Re: Streaming Replication patch for CommitFest 2009-09

From: Fujii Masao <masao(dot)fujii(at)gmail(dot)com>
To: Heikki Linnakangas <heikki(dot)linnakangas(at)enterprisedb(dot)com>
Cc: PostgreSQL-development <pgsql-hackers(at)postgresql(dot)org>
Subject: Re: Streaming Replication patch for CommitFest 2009-09
Date: 2009-09-18 05:50:06
Message-ID: 3f0b79eb0909172250m71c942f8n820c94bc8a264176@mail.gmail.com
Views: Raw Message | Whole Thread | Download mbox | Resend email
Thread:
Lists: pgsql-hackers

Hi,

On Thu, Sep 17, 2009 at 8:32 PM, Heikki Linnakangas
<heikki(dot)linnakangas(at)enterprisedb(dot)com> wrote:
> Some random comments:

Thanks for the comments.

> I don't think we need the new PM_SHUTDOWN_3 postmaster state. We can
> treat walsenders the same as the archive process, and kill and wait for
> both of them to die in PM_SHUTDOWN_2 state.

OK, I'll use PM_SHUTDOWN_2 for walsender instead of PM_SHUTDOWN_3.

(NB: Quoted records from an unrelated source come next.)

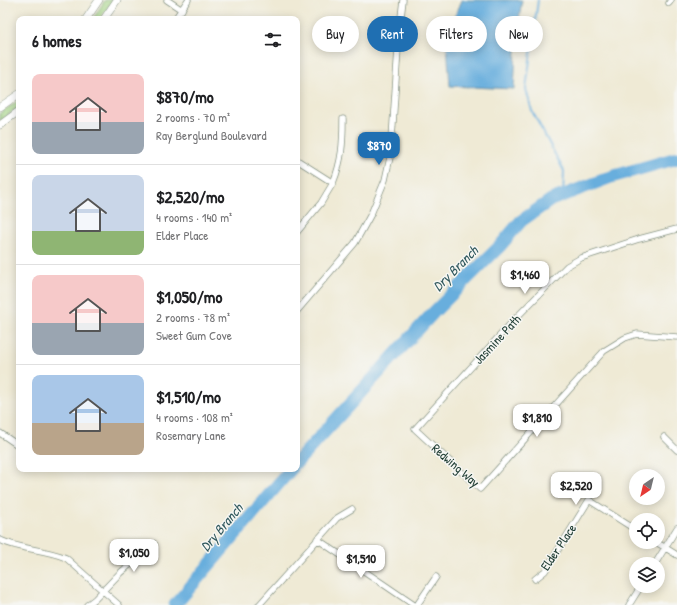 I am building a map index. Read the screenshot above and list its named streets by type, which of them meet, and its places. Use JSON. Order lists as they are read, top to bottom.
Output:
{
  "streets": {
    "street": ["Jasmine Path", "Redwing Way", "Elder Place"]
  },
  "crossings": [
    ["Jasmine Path", "Redwing Way"]
  ],
  "water": ["Dry Branch"],
  "north": "bottom left",
  "page": {
    "chip": [
      "Buy",
      "Rent",
      "Filters",
      "New"
    ],
    "heading": "6 homes",
    "list": [
      {
        "name": "$870/mo",
        "note": "2 rooms · 70 m² · Ray Berglund Boulevard"
      },
      {
        "name": "$2,520/mo",
        "note": "4 rooms · 140 m² · Elder Place"
      },
      {
        "name": "$1,050/mo",
        "note": "2 rooms · 78 m² · Sweet Gum Cove"
      },
      {
        "name": "$1,510/mo",
        "note": "4 rooms · 108 m² · Rosemary Lane"
      }
    ],
    "price": [
      "$870",
      "$1,460",
      "$1,810",
      "$2,520",
      "$1,050",
      "$1,510"
    ]
  }
} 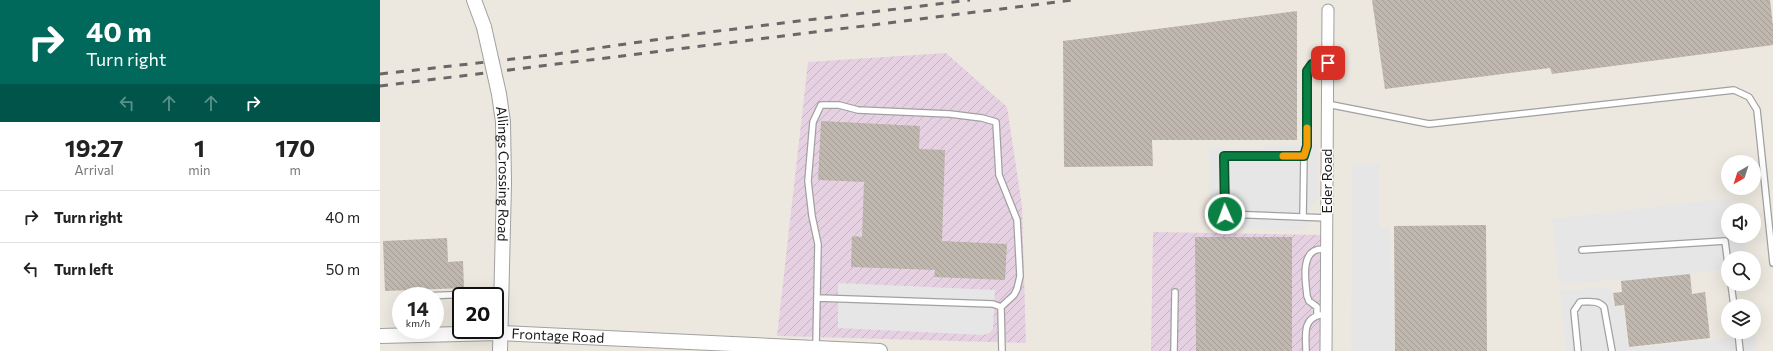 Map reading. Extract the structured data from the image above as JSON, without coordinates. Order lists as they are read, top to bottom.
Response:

> I think there's something wrong with the napping in walsender. When I
> perform px_xlog_switch(), it takes surprisingly long for it to trickle
> to the standby. When I put a little proxy program in between the master
> and slave that delays all messages from the slave to the master by one
> second, it got worse, even though I would expect the master to still
> keep sending WAL at full speed. I get logs like this:

Probably this is because XLOG records following XLOG_SWITCH are
sent to the standby, too. Though those records are obviously not used
for recovery, they are sent because walsender doesn't know where
XLOG_SWITCH is.

The difficulty is that there might be many XLOG_SWITCHs in the XLOG
files which are going to be sent by walsender. How should walsender
get to know those location? One possible solution is to make walsender
parse the XLOG files and search XLOG_SWITCH. But this is overkill,
I think.

I don't think that XLOG switch is often requested and is sensitive to
response time in many cases. So it's not worth changing walsender
to skip the XLOG following XLOG_SWITCH, I think. Thought?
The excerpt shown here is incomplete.